Continuing my series on advanced performance troubleshooting – see these two posts for the scripts I’ll be using and an introduction to the series:
- Wait statistics, or please tell me where it hurts
- Advanced performance troubleshooting: waits, latches, spinlocks
In this blog post I’d like to show you an example of SOS_SCHEDULER_YIELD waits occurring and how it can seem like a spinlock is the cause.
I originally published this blog post and then had a discussion with good friend Bob Ward from Product Support who questioned my conclusions given what he’s seen (thanks Bob!). After digging in further, I found that my original post was incorrect, so this is the corrected version.
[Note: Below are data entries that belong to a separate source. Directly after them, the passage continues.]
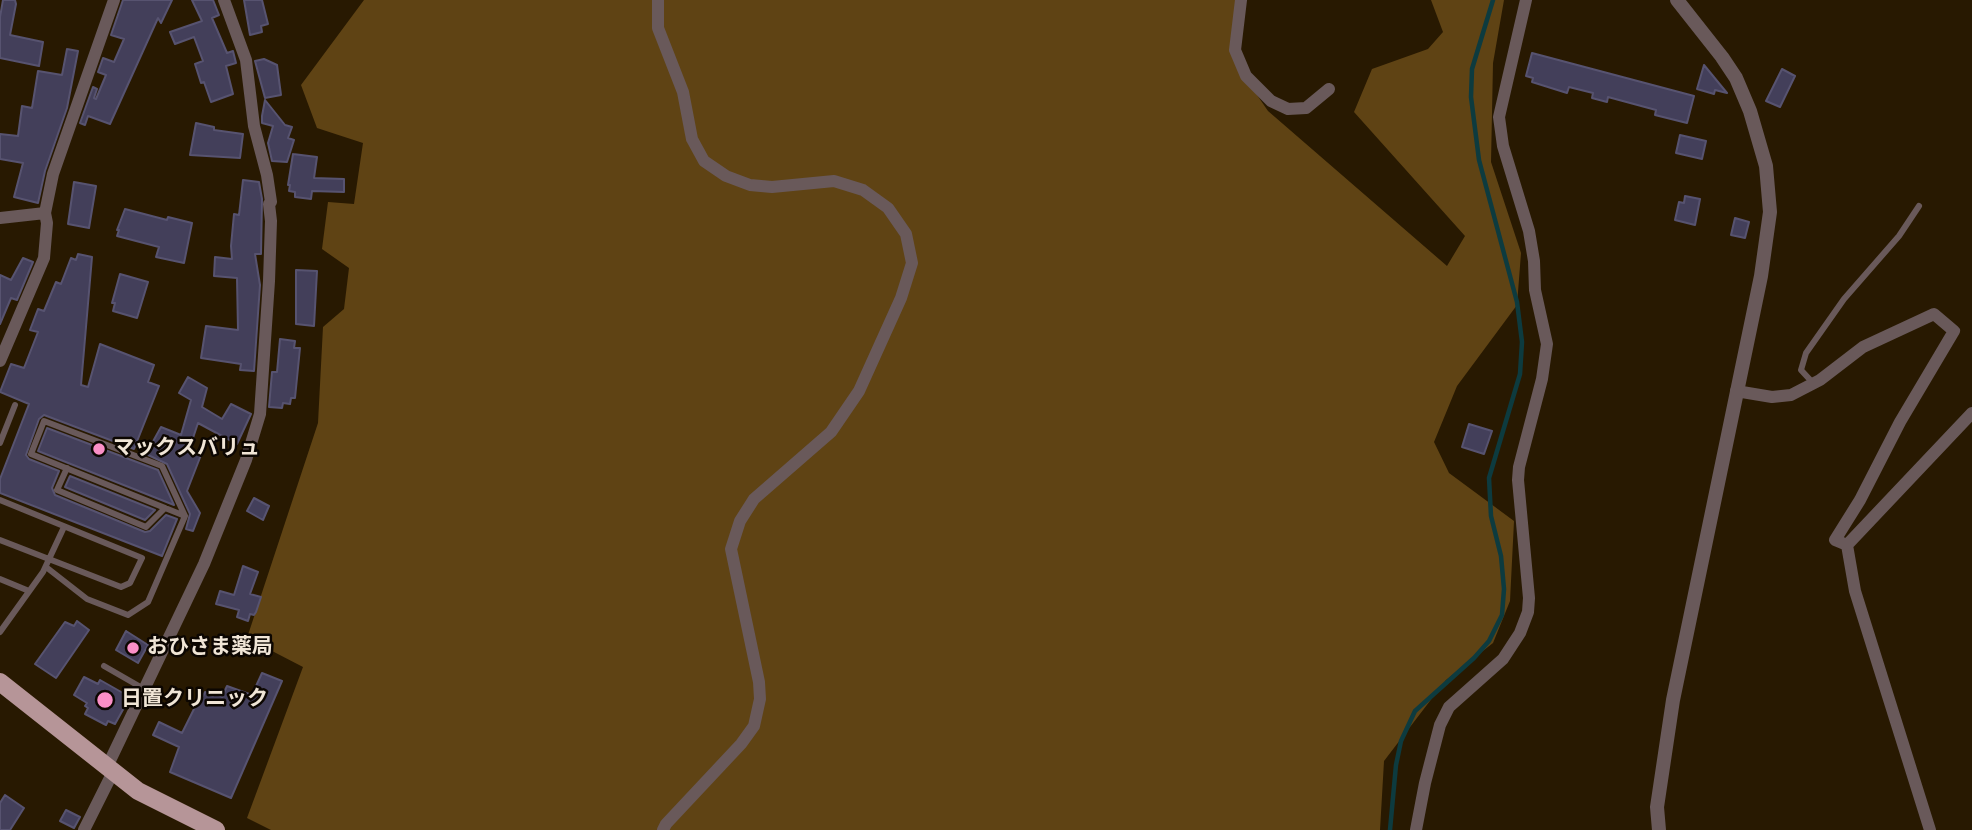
<!DOCTYPE html>
<html>
<head>
<meta charset="utf-8">
<style>
  body { margin:0 }
  canvas { display:block; background:#281901 }
</style>
</head>
<body>
<canvas width="1972" height="830"></canvas>
<script>
const g = document.querySelector('canvas').getContext('2d');
g.lineJoin = 'round';
function paint(path, color) {
  g.fillStyle = color;
  g.fill(path, 'evenodd');
}
function shape(rows) {
  const path = new Path2D();
  for (const r of rows) {
    path.moveTo(r[0], r[1]);
    for (let i = 2; i < r.length; i += 2) path.lineTo(r[i], r[i + 1]);
  }
  return path;
}
function stroke(path, color, width, dash) {
  g.strokeStyle = color;
  g.lineWidth = width;
  g.lineCap = dash ? 'butt' : 'round';
  g.setLineDash(dash || []);
  g.stroke(path);
}
function label(font, color, halo, rows, align = 'center') {
  g.font = font + ' Jost,"Noto Sans JP",sans-serif';
  g.lineWidth = 5;
  g.setLineDash([]);
  g.textBaseline = 'middle';
  g.strokeStyle = halo;
  g.fillStyle = color;
  for (const [text, x, y, turn = 0] of rows) {
    g.save();
    g.translate(x, y);
    g.rotate((+turn || 0) * Math.PI / 180);
    g.textAlign = isNaN(turn) ? turn : align;
    if (halo) g.strokeText(text, 0, 0);
    g.fillText(text, 0, 0);
    g.restore();
  }
}
paint(shape([
  [364,0,1244,0,1237,66,1268,111,1447,266,1465,236,1354,112,1372,69,1428,49,1443,32,1431,0,1504,0,1493,63,1491,162,1521,253,1517,305,1457,386,1434,442,1449,473,1514,521,1510,601,1493,643,1446,680,1384,761,1380,830,271,830,247,818,303,667,247,638,318,423,323,327,344,309,349,268,322,249,328,202,354,204,363,143,317,128,301,85]
]), '#5f4314');
stroke(shape([
  [1390,830,1396,765,1401,741,1415,711,1474,658,1489,641,1502,615,1504,589,1501,556,1491,516,1489,478,1520,374,1522,342,1517,302,1479,160,1471,97,1472,69,1493,0]
]), '#0d3b3f', 4.5);
const building = shape([
  [3,0,15,0,16,4,10,35,43,42,39,66,0,58,0,17,3,0],
  [123,0,172,0,161,23,158,18,110,124,88,116,85,125,80,123,93,87,97,89,94,98,96,99,106,75,98,72,103,58,114,62,124,39,111,35,123,0],
  [192,0,213,0,219,15,212,18,227,53,233,51,236,63,226,66,233,94,211,102,204,82,201,83,195,64,203,61,194,37,175,44,170,32,202,21,192,0],
  [244,0,262,0,268,24,261,26,262,32,250,35,244,0],
  [67,49,78,51,67,108,45,171,38,203,14,197,23,163,0,159,0,134,18,136,22,106,32,108,38,71,62,75,67,49],
  [1532,53,1694,96,1687,123,1655,115,1656,110,1608,97,1607,102,1592,98,1593,93,1569,87,1567,93,1532,82,1533,78,1526,76,1532,53],
  [264,59,277,65,281,95,265,98,255,61,264,59],
  [1704,65,1727,93,1715,90,1714,94,1697,89,1704,65],
  [1782,69,1795,76,1780,107,1766,101,1782,69],
  [265,100,285,125,292,127,288,138,294,140,287,162,272,161,268,143,273,126,262,123,262,116,265,100],
  [196,123,214,127,214,130,243,134,240,158,190,155,196,123],
  [1680,135,1706,141,1702,159,1676,153,1680,135],
  [293,154,317,157,314,178,344,179,344,192,312,191,311,199,295,197,295,192,289,191,290,185,288,185,293,154],
  [243,180,259,182,262,199,261,254,255,254,260,285,254,371,240,370,241,364,201,358,206,326,238,330,237,278,214,276,215,257,232,259,231,246,234,214,239,215,243,180],
  [74,182,96,186,89,228,68,224,74,182],
  [1685,196,1700,199,1695,225,1675,220,1679,202,1684,203,1685,196],
  [125,209,167,220,168,217,192,223,184,263,156,257,159,247,117,236,119,230,117,230,125,209],
  [1735,218,1749,222,1745,238,1731,235,1735,218],
  [78,254,92,257,81,385,88,387,100,344,154,365,148,382,159,386,134,449,44,415,39,419,26,455,29,459,59,471,52,488,55,495,145,532,150,531,166,515,177,519,162,556,0,493,0,479,29,404,0,392,11,364,24,368,38,332,30,330,38,309,44,311,56,282,61,284,71,258,76,260,78,254],
  [23,258,33,262,17,300,11,298,0,324,0,275,11,280,23,258],
  [296,270,317,271,314,326,296,324,296,270],
  [120,274,148,282,137,318,113,311,115,303,112,303,120,274],
  [280,339,295,341,294,348,300,348,295,398,291,398,290,404,283,403,282,408,269,407,272,372,277,372,280,339],
  [188,377,207,388,202,407,222,419,231,404,251,414,237,444,198,423,189,450,201,455,187,491,200,513,193,531,186,529,190,514,167,464,146,454,161,427,181,435,191,400,179,393,188,377],
  [1469,424,1492,431,1484,454,1462,447,1469,424],
  [47,428,158,470,174,505,38,451,47,428],
  [70,476,155,510,145,520,65,487,70,476],
  [254,498,269,506,263,520,247,511,254,498],
  [243,566,258,572,250,594,261,597,256,612,254,615,250,614,248,621,237,617,239,610,216,604,220,591,234,595,243,566],
  [77,621,89,630,56,678,35,664,65,622,74,626,77,621],
  [126,631,148,645,138,663,116,650,126,631],
  [262,673,282,681,231,798,170,772,179,747,153,735,159,722,182,733,201,695,203,696,205,692,213,696,215,693,222,697,227,686,252,695,262,673],
  [84,677,98,684,100,680,130,697,115,724,108,721,106,725,85,714,88,708,85,706,87,703,74,695,84,677],
  [5,795,24,808,10,830,0,830,0,803,5,795],
  [66,810,80,817,74,828,60,821,66,810]
]);
paint(building, '#433f5a');
stroke(building, '#575370', 2);
stroke(shape([
  [1813,383,1801,370,1806,353,1844,299,1899,236,1919,206],
  [0,443,15,405],
  [67,468,57,490,146,527,165,508],
  [0,500,142,558,130,583,121,587,0,540],
  [46,567,87,599,128,615,148,602,185,516,162,466,44,421,31,454,185,516],
  [0,579,29,591],
  [0,632,43,572,64,527],
  [104,666,144,689]
]), '#69595a', 6);
stroke(shape([
  [658,0,658,28,683,92,692,139,704,161,726,176,750,185,772,187,834,181,863,190,888,208,906,234,912,263,901,298,859,391,831,432,754,499,740,521,731,549,759,682,760,699,754,726,741,744,666,824,663,830],
  [1241,0,1235,50,1246,76,1271,101,1288,109,1306,108,1329,89],
  [0,218,45,213],
  [0,361,44,258,47,223,45,213,53,174,114,0],
  [1736,391,1772,397,1791,395,1820,380,1863,347,1934,314,1954,331,1900,422,1860,500,1835,540,1847,545],
  [107,767,204,564,246,460,260,414,269,281,271,221,269,204,271,202,267,175,254,126,246,60,224,0],
  [84,830,113,772],
  [1416,830,1425,783,1440,725,1449,707,1503,659,1520,633,1528,612,1529,598,1518,480,1519,467,1542,379,1547,344,1535,290,1534,261,1529,231,1503,146,1499,117,1526,0],
  [1930,830,1855,591,1847,545,1972,413]
]), '#69595a', 12);
stroke(shape([
  [1659,830,1657,807,1673,700,1761,276,1770,212,1766,166,1750,111,1736,78,1722,57,1677,0]
]), '#69595a', 14);
stroke(shape([
  [0,682,138,791,216,830]
]), '#b69598', 18);
for (const [x, y, r, color] of [
  [99,449,7,"#fa8fc7"],
  [133,648,7,"#fa8fc7"],
  [105,700,9,"#fa8fc7"]
]) {
  const dot = new Path2D();
  dot.arc(x, y, r, 0, 2 * Math.PI);
  g.fillStyle = color;
  g.fill(dot);
  stroke(dot, '#0c0601', 2.5);
}
label('bold 21px', '#f0e5d6', '#0c0601', [
  ["マックスバリュ",113,449],
  ["おひさま薬局",147,648],
  ["日置クリニック",121,700]
], 'left');
</script>
</body>
</html>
The SOS_SCHEDULER_YIELD wait means that an executing thread voluntarily gave up the CPU to allow other threads to execute. The SQL Server code is sprinkled with “voluntary yields” in places where high CPU usage may occur.
One such place where a thread will sleep but not explicitly yield is when backing off after a spinlock collision waiting to see if it can get access to the spinlock. A spinlock is a very lightweight synchronization mechanism deep inside SQL Server that protects access to a data structure (not database data itself). See the end of the second blog post above for more of an explanation on spinlocks.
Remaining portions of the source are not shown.